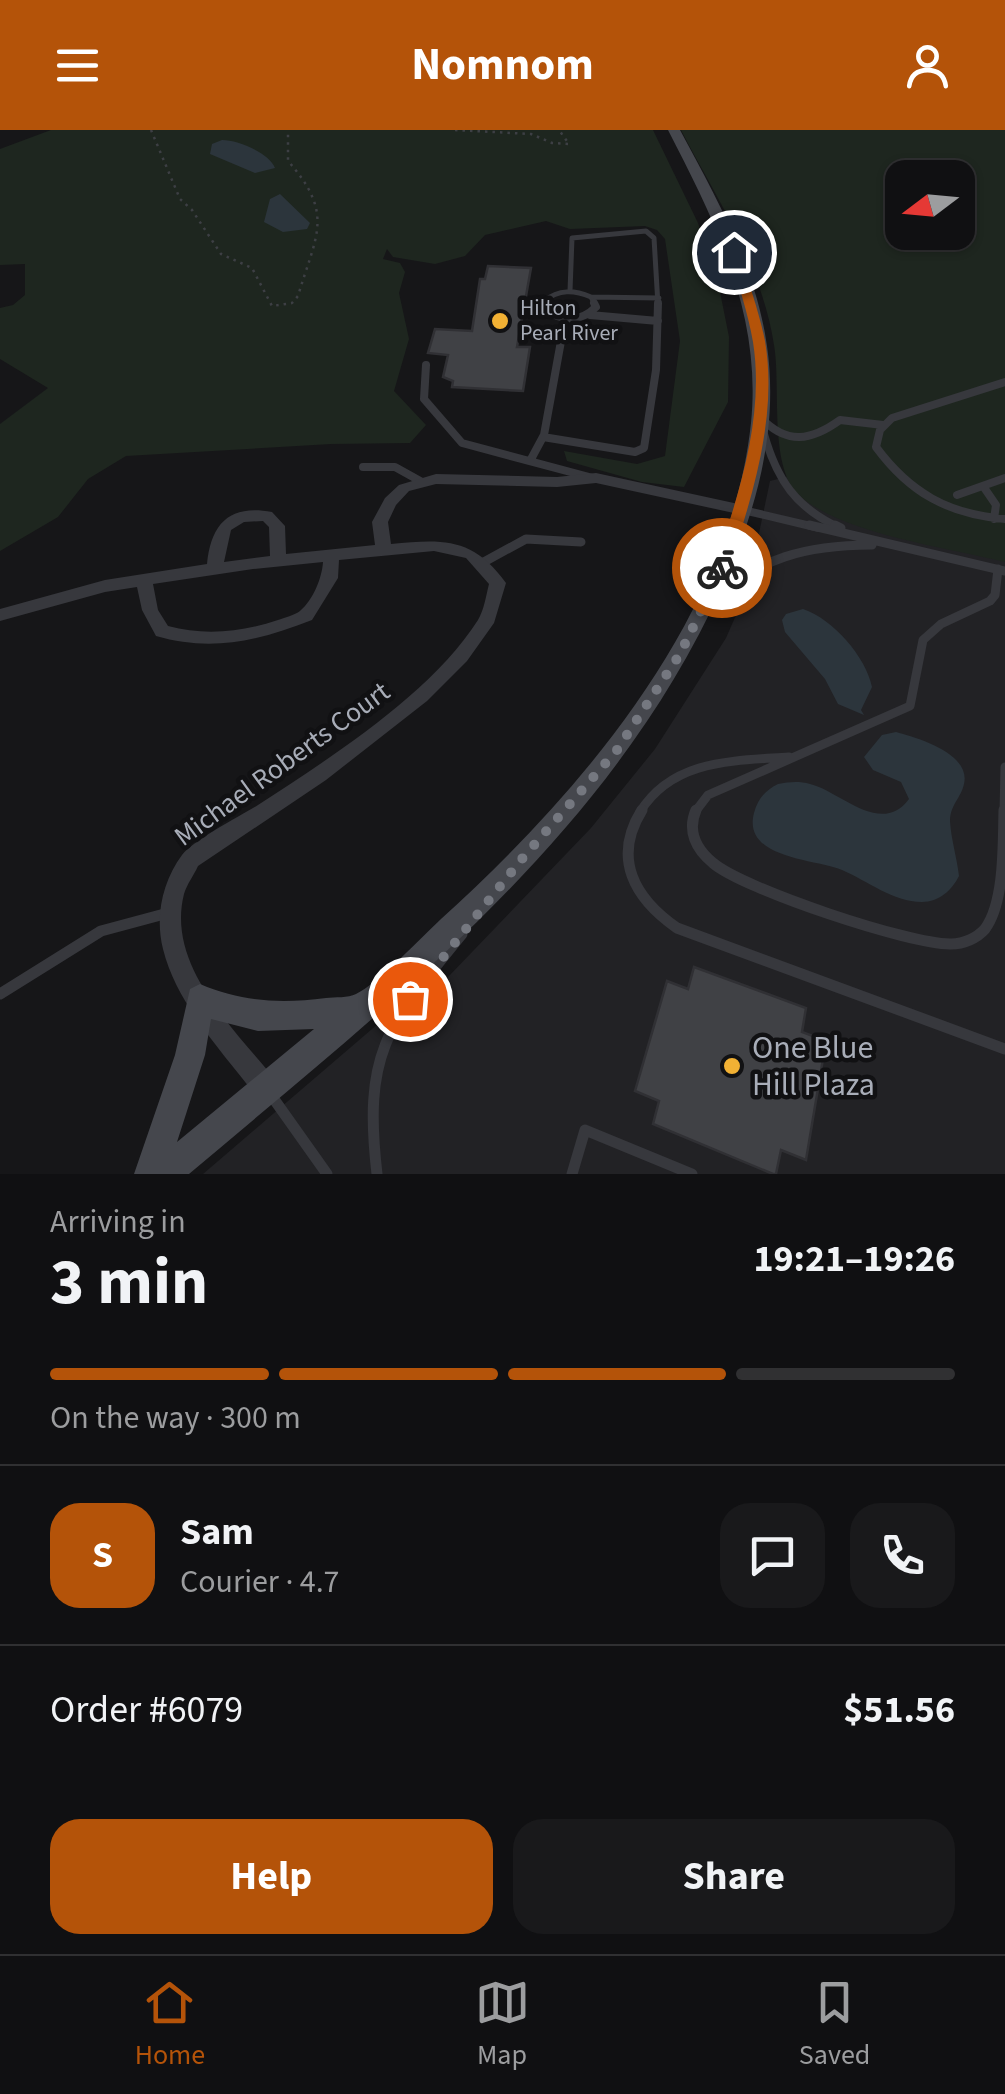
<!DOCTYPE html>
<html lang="en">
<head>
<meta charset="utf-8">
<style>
	:root { --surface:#101012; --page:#19191b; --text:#f1f3f6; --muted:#9c9d9f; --line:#303032; --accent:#b45309 }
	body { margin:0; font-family:"Source Sans 3",sans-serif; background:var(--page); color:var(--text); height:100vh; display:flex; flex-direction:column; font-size:38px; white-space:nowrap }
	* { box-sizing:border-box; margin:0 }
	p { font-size:32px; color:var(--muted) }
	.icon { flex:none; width:55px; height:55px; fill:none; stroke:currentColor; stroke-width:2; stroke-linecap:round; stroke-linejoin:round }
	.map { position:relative; height:1044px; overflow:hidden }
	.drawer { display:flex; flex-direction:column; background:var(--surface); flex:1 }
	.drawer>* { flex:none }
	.needle { width:65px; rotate:254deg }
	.buttons { position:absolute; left:885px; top:30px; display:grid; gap:20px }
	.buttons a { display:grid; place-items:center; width:90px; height:90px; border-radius:20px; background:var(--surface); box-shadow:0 2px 8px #0004,0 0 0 2px var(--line); font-size:50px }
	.pin { position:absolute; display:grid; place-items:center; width:85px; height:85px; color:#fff; margin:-42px; border:5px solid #fff; border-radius:50%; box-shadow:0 2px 10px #0007 }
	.courier { position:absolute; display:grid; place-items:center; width:100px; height:100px; margin:-50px; border:8px solid #b45309; border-radius:50%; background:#fff; color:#222; box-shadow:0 2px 12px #0007 }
	.head em { font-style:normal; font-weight:700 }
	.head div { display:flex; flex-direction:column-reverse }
	.head { display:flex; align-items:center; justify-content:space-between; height:170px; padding:0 50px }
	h1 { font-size:65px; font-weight:700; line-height:75px }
	.bar { display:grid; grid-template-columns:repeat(4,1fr); gap:15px 10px; align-content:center; height:120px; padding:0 50px }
	.bar i { height:12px; border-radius:8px; background:var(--line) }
	.bar .active { background:var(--accent) }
	.bar p { grid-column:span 4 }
	.line { display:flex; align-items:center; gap:25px; padding:0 50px; border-top:2px solid var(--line) }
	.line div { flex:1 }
	.round { display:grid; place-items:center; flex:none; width:105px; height:105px; border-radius:30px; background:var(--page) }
	.primary-button { display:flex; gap:20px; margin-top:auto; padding:20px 50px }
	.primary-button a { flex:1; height:115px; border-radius:30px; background:var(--accent); color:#fff; font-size:40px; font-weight:700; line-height:115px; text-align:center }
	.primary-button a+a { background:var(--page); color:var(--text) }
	header { display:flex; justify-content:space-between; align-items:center; height:130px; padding:0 50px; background:var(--accent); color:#fff; font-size:45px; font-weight:700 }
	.tabs { display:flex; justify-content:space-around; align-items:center; height:140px; border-top:2px solid var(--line); background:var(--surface); font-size:28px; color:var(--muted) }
	.tabs a { display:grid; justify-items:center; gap:5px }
	.tabs .active { color:var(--accent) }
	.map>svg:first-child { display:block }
	.built { fill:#222225 }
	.green { fill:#1e261f; fill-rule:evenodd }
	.water { fill:#2c353c }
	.building { fill:#404145; stroke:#303034; stroke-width:2.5 }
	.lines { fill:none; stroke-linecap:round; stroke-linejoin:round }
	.path { stroke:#3d3f44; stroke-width:2.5; stroke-dasharray:2.5 5; stroke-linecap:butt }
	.lane-far3 { stroke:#37383d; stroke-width:5 }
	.lane-far2 { stroke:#37383d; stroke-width:8 }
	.lane-far1 { stroke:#37383d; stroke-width:9 }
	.lane { stroke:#37383d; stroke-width:11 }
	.street { fill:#37383d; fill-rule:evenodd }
	.secondary { fill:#45474d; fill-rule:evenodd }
	.route { fill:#b45309 }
	.done { stroke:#757880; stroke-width:10; stroke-dasharray:0 18 }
	.poi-dot { fill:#f2b134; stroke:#111113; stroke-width:4 }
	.labels { text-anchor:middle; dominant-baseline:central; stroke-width:9; stroke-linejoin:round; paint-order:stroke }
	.far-poi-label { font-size:22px; fill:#a8adb8; stroke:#111113; text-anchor:start }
	.street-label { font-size:28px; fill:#a8adb8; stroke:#111113 }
	.near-poi-label { font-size:32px; fill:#a8adb8; stroke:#111113; text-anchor:start }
</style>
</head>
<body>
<header><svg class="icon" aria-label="menu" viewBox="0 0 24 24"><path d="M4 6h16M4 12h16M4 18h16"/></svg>Nomnom<svg class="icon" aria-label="person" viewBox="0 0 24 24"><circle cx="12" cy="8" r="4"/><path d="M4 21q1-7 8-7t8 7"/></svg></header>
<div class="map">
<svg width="1005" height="1044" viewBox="0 0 1005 1044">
	<rect width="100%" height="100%" fill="#161618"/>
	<path class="built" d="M 790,346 L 1005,407 L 1005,1044 L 203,1044 L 379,893 L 424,872 L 591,698 L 655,619 L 726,508 L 747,460 L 770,351 Z"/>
	<path class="green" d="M 51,0 L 653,0 L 698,93 L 716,142 L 729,207 L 728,272 L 684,357 L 642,352 L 567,331 L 564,321 L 637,334 L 665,326 L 680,211 L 665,109 L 657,100 L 645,96 L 570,99 L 546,91 L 485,105 L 465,126 L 435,134 L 393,127 L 387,119 L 383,129 L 400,133 L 405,142 L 399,163 L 409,209 L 394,261 L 426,295 L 410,313 L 331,314 L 126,326 L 88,349 L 58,387 L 0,421 L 0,294 L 48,258 L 0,229 L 0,178 L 13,175 L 25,165 L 25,134 L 0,135 L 0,19 Z
		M 681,0 L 1005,0 L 1005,432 C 950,418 836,403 797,363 C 769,334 781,255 774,215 C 762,136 718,71 681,0 ZM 902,48 L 958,48 L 958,102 L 902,102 Z"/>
	<path class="water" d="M 222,10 C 238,10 269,23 275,38 L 255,43 L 210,24 L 212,14 Z
		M 280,64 L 310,93 L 307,99 L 283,102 L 264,92 L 270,69 Z
		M 803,479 C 833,489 866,527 872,557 L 861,580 L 864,585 L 838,574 L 825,549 L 785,502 L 782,490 L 786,484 Z
		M 896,602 C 919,608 971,624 964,654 C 961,668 950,675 950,691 C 951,709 957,728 959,746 C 952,760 939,772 922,772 C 893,772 868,751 842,740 C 816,729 742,729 754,683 C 758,668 766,660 778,654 C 789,652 799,651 810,654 C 840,661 881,707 909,669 L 901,652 L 873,640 L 864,627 L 882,605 Z"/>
	<path class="building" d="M 488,136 L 531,138 L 517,217 L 530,217 L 523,261 L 452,257 L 453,251 L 443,247 L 448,225 L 428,223 L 435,199 L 472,201 L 480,149 L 485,149 Z
		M 694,837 L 806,878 L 802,902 L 826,911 L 806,1030 L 781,1020 L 776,1044 L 773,1044 L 653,994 L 659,971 L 635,961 L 667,851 L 688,859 Z"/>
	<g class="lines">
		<path class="path" d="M 151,0 L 180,69 L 192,80 L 221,124 L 252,138 L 272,176 L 292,173 L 298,166 C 316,105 335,84 288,31 L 288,0
			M 455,0 L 531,4 L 552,13 L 569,14 L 559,0"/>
		<path class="lane-far3" d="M 570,161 L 572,108 L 646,101 L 654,108 L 658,175
			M 591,167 L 659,168
			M 544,171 C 559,159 574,160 591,167 L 595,175"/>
		<path class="lane-far2" d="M 545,180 C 563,191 580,193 596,177 L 594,173
			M 590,185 L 658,191
			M 426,235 L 424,269 L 462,313 L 593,348
			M 1005,252 L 892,288 L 880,300 L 876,317 C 910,363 948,384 1005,389
			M 761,288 C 787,315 811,311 840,290 L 883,295
			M 764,304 C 777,350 796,378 840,398
			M 543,307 L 635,322 L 644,318 L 656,240 L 658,173
			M 530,331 L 544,305 L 565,189
			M 363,337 L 395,337 L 422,352
			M 983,356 L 996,375 L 994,389
			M 957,365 L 1005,348
			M 743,380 L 819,398"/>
		<path class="lane-far1" d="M 809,395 L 1005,441
			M 835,395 L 841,398
			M 482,433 L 526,409 L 581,412
			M 711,474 C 757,427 808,415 872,415
			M 640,682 C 673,629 734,631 789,627
			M 695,682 L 708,665 L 910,576 L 923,510 L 941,494 L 990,471 L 995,465 L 998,439
			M 1004,682 L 1005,637"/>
		<path class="lane" d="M 642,680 C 612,728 634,768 677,798 L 1005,919
			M 696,680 C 687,701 696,719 713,733 C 743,759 911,815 951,814 C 964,814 977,808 985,799 C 1005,772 1003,713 1004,680
			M 0,864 L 101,801 L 168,783
			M 271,965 L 327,1044
			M 377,1044 C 363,922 387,896 462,804
			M 572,1044 L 585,1000 L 692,1044"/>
		<path class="street" d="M 596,343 L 743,375 L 751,380 L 743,385 L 596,353 L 557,357 L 436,354 L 409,361 L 396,375 L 388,392 L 391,414 C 443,409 473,407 506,453 L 494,493 L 467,531 L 427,571 L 326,650 L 198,736 C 194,745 187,754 184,764 C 166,835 233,898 274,948 L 277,957 L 274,966 L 265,969 L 256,966 C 222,921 177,875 163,819 C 155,787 162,752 182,725 C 193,710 240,686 258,675 C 330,628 431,564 478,490 C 484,480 486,466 489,454 L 466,428 L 434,421 L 339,430 L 338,448 L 312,490 C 259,511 211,522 156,506 L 142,480 L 137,457 L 105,462 L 0,491 L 0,479 L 105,450 L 207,434 C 211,393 230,374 272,382 L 285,396 L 286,424 L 375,415 L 372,392 L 385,368 L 399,355 L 436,344 L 557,347 ZM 263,391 L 269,397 L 270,426 L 224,432 L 231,400 L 244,392 ZM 323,432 C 322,448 313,470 300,481 C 295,485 284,488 278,490 C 242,502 205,506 168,496 L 158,480 L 153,454 L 253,439 Z"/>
		<path class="secondary" d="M 668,0 L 680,0 C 717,69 756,138 767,216 C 779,300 756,382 722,457 C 610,706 392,872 189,1044 L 134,1044 L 175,925 L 190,859 L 200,854 C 242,872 281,874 326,868 C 335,867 348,868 356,864 C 376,855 422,807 441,789 C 581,662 730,489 751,293 C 762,185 716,93 668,0 ZM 211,889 L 258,901 L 314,899 L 177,1012 L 205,925 Z"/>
	</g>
	<path class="route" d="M 734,119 L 739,122 C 748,151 759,181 765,211 C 778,287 752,367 729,438 L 722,444 L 714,438 C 738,367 765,288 753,212 C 748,182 737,151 729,122 Z"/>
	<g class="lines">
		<path class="done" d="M 410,869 L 521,730 L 617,620 L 680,524 L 722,438"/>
	</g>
	<g class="poi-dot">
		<circle cx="500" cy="191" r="10"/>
		<circle cx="732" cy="936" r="10"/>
	</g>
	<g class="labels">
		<g class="far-poi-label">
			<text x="520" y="178">Hilton<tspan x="520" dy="25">Pearl River</tspan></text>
		</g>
		<g class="street-label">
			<text transform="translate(282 634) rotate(-36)">Michael Roberts Court</text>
		</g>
		<g class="near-poi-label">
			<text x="752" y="918">One Blue<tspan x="752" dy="37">Hill Plaza</tspan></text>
		</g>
	</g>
</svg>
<div class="buttons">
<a><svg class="needle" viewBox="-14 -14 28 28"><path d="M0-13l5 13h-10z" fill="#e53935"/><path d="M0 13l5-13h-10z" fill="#9c9d9f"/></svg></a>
</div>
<div class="pin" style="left:410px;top:869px;background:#ea580c"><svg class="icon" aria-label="bag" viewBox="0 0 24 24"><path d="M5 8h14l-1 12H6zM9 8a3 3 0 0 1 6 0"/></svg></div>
<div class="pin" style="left:734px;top:122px;background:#1f2937"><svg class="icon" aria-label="home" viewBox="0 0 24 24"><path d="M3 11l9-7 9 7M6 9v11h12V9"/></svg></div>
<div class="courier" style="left:722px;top:438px"><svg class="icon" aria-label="bike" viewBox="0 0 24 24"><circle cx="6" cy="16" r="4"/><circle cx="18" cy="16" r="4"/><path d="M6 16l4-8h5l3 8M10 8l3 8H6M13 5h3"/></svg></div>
</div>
<section class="drawer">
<div class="head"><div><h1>3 min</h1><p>Arriving in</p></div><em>19:21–19:26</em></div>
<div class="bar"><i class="active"></i><i class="active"></i><i class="active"></i><i></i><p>On the way · 300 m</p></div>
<div class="line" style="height:180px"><b class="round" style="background:var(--accent);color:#fff">S</b><div><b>Sam</b><p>Courier · 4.7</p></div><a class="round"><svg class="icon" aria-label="chat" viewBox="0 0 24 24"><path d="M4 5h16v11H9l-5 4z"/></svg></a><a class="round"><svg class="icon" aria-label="phone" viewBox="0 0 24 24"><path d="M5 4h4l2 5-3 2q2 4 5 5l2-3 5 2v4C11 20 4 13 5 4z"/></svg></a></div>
<div class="line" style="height:130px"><div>Order #6079</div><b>$51.56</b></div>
<div class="primary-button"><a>Help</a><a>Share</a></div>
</section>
<nav class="tabs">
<a class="active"><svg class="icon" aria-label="home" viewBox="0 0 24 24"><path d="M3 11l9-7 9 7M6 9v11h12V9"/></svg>Home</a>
<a><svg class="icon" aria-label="map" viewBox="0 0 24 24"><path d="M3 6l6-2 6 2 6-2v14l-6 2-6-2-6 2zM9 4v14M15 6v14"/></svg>Map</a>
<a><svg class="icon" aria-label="saved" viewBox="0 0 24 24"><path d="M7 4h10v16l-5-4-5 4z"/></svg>Saved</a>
</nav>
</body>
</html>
⁂
- [What you will do] Each line from the start of the entries above through the line with "display:flex; align-items:center; justify-content:space-between;" should be duplicated exactly, leaving out the pictures.

- [Reply]
<!DOCTYPE html>
<html lang="en">
<head>
<meta charset="utf-8">
<style>
	:root { --surface:#101012; --page:#19191b; --text:#f1f3f6; --muted:#9c9d9f; --line:#303032; --accent:#b45309 }
	body { margin:0; font-family:"Source Sans 3",sans-serif; background:var(--page); color:var(--text); height:100vh; display:flex; flex-direction:column; font-size:38px; white-space:nowrap }
	* { box-sizing:border-box; margin:0 }
	p { font-size:32px; color:var(--muted) }
	.icon { flex:none; width:55px; height:55px; fill:none; stroke:currentColor; stroke-width:2; stroke-linecap:round; stroke-linejoin:round }
	.map { position:relative; height:1044px; overflow:hidden }
	.drawer { display:flex; flex-direction:column; background:var(--surface); flex:1 }
	.drawer>* { flex:none }
	.needle { width:65px; rotate:254deg }
	.buttons { position:absolute; left:885px; top:30px; display:grid; gap:20px }
	.buttons a { display:grid; place-items:center; width:90px; height:90px; border-radius:20px; background:var(--surface); box-shadow:0 2px 8px #0004,0 0 0 2px var(--line); font-size:50px }
	.pin { position:absolute; display:grid; place-items:center; width:85px; height:85px; color:#fff; margin:-42px; border:5px solid #fff; border-radius:50%; box-shadow:0 2px 10px #0007 }
	.courier { position:absolute; display:grid; place-items:center; width:100px; height:100px; margin:-50px; border:8px solid #b45309; border-radius:50%; background:#fff; color:#222; box-shadow:0 2px 12px #0007 }
	.head em { font-style:normal; font-weight:700 }
	.head div { display:flex; flex-direction:column-reverse }
	.head { display:flex; align-items:center; justify-content:space-between; height:170px; padding:0 50px }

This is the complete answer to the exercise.